Personal privacy is perceived as one of our most important rights--and the loss of privacy, one of our worst fears. This book addresses that issue. Hixson sees privacy as a privilege, and one well worth protecting, but not on the grand scale that claims for privacy are pressed today (witness celebrities like Frank Sinatra and Elizabeth Taylor trying to patent their personalities).
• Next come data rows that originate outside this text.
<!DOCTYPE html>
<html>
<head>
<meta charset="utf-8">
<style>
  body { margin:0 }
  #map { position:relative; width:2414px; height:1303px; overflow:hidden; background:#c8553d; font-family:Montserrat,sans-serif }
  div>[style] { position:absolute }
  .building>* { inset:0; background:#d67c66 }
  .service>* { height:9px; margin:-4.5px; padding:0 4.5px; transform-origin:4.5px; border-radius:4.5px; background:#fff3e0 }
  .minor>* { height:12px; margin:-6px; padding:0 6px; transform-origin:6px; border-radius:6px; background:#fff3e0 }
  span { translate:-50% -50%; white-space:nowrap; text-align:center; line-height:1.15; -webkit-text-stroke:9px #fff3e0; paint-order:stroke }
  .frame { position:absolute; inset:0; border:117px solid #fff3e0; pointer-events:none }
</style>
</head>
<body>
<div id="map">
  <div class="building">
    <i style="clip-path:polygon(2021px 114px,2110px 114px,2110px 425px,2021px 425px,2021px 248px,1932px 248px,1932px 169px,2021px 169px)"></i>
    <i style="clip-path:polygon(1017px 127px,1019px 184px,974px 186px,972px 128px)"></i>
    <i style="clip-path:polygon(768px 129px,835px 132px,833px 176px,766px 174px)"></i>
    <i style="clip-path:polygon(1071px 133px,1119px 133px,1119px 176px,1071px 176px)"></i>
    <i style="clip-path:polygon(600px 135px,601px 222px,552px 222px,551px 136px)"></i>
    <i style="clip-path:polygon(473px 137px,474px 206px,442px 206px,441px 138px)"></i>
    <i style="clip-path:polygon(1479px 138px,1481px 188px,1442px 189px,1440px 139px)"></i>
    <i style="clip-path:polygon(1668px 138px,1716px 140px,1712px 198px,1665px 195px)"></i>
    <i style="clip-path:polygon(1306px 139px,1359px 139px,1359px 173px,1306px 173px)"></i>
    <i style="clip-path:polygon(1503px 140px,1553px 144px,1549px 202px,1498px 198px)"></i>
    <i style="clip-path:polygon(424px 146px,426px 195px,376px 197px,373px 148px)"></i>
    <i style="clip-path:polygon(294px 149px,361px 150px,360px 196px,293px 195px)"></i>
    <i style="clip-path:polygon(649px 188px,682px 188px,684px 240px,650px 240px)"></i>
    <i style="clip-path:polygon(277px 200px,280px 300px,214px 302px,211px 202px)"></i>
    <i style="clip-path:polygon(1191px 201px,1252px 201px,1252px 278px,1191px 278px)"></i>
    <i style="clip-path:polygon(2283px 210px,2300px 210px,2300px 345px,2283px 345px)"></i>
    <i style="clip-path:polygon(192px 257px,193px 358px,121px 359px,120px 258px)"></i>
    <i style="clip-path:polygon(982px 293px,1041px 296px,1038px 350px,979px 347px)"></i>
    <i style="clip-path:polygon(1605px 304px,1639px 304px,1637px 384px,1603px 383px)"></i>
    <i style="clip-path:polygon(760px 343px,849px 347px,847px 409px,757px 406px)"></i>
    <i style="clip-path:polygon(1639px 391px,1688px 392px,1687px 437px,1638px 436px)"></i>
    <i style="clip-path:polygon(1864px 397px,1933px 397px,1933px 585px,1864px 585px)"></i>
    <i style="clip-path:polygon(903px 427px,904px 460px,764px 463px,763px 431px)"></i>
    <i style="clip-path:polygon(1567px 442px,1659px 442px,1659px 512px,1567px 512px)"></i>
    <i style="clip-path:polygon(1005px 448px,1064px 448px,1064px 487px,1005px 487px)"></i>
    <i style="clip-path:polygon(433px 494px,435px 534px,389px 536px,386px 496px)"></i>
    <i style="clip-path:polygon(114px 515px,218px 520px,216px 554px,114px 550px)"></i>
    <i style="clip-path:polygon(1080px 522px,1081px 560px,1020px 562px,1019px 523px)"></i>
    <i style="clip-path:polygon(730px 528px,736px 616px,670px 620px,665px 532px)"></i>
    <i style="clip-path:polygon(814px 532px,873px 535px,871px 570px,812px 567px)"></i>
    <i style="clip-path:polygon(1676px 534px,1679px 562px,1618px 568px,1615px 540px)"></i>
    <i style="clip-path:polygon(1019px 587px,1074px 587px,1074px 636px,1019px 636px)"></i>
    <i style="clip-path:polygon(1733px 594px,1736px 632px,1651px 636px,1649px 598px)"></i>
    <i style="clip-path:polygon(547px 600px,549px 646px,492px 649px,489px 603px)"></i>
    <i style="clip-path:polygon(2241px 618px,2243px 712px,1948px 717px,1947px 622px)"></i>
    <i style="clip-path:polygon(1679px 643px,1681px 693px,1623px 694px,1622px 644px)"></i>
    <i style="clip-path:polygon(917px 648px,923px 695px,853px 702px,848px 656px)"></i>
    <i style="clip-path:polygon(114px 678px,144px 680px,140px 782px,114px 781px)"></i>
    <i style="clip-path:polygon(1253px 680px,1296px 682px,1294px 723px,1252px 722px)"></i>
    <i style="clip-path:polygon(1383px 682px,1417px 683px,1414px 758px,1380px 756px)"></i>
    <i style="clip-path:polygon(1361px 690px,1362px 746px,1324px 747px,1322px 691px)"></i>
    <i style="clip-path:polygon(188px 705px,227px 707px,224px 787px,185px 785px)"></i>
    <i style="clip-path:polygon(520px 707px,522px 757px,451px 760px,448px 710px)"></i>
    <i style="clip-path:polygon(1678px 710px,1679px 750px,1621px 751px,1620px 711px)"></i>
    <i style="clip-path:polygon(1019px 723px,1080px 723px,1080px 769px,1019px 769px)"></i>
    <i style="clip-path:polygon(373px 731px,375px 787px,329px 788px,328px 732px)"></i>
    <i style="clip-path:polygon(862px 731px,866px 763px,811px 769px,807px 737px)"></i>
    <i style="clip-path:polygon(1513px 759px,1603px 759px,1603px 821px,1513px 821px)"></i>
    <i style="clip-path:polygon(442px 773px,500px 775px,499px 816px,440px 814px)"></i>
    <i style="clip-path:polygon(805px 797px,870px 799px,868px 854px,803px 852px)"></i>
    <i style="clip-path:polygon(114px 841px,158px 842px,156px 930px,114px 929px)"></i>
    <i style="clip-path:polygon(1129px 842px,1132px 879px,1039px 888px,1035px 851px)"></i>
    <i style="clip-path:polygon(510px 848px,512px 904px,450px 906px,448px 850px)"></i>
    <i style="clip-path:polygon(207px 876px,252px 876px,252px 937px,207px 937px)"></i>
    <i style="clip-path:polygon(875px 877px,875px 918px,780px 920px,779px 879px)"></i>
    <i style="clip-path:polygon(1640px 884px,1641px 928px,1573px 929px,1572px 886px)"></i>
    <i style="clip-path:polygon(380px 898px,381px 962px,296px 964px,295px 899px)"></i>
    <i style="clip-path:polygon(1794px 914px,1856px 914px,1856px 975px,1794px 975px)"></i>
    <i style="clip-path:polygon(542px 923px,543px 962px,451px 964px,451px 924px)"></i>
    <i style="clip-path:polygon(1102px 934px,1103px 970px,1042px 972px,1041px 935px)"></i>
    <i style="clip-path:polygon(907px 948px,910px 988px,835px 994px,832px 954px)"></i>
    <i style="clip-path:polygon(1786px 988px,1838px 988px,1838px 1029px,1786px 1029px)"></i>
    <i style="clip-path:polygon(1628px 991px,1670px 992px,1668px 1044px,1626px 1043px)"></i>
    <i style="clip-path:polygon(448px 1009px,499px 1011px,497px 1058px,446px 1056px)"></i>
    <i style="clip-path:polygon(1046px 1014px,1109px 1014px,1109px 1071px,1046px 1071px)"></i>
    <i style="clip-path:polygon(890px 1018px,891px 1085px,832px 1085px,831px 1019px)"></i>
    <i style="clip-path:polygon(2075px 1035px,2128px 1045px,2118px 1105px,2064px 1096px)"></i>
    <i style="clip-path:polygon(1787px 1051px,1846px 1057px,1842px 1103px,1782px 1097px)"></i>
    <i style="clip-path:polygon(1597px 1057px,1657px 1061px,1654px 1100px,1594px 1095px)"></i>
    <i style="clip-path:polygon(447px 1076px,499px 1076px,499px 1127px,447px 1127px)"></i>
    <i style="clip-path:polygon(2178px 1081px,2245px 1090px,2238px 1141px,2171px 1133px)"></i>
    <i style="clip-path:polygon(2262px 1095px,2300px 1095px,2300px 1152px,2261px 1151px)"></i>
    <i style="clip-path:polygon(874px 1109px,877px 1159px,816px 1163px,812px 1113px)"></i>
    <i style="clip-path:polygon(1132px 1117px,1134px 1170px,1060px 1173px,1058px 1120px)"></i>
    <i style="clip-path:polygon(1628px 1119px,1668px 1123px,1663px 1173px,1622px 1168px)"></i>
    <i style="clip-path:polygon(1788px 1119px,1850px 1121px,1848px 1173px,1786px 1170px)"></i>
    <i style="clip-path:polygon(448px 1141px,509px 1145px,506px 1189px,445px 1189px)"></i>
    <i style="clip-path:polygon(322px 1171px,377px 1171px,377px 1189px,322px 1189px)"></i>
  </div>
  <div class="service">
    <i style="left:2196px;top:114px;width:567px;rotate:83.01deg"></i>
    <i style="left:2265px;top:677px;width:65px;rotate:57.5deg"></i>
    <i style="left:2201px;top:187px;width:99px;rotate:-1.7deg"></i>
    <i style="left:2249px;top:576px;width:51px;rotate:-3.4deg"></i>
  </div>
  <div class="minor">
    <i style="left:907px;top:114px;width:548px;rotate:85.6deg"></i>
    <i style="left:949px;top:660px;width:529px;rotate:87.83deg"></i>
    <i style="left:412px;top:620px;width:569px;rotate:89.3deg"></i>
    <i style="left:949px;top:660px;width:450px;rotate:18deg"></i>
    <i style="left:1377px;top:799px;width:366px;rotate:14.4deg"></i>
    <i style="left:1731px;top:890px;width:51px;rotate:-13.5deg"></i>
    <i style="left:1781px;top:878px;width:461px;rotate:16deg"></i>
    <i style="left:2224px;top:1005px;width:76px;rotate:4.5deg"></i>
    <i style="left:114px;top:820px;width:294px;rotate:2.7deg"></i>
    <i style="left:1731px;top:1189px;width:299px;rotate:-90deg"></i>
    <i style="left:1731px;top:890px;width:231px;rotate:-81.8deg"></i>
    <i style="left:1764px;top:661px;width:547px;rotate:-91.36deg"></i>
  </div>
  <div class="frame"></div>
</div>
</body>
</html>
Hixson asserts that "an open and democratic society cannot tolerate a high degree of privacy." He argues that whenever personal privacy becomes a mere self-protective shield, it is self-defeating and attained at the expense of the community's well-being. This book is a comprehensive examination of the citizen's right to be left alone as against the citizenry's need for information. Hixson draws upon the humanistic and utilitarian values expressed by Jefferson, Bentham, Tocqueville, Emerson, and Holmes, as well as, in our own time, the public philosophies of Hannah Arendt, Ronald Dworkin, Alexander Meiklejohn, Aldous Huxley, and Robert Bellah. Court cases illustrate the relationship between the private person and an open democratic society, which includes an unfettered press. The first part of the book deals with the philosophical and legal foundation of privacy while the bulk of it treats the conflict over the idea of privacy in the media-oriented mass society today, particularly in the age of the computer.
Controversial, trenchant, pithy, this is an important book on a major public issue.
About the Author:
Richard F. Hixson is Professor of Communication Law and Journalism History in the School of Communication, Information and Library Studies, Rutgers University. He has written widely on privacy not only for scholarly reviews and magazines but also for The New York Times and other consumer publications.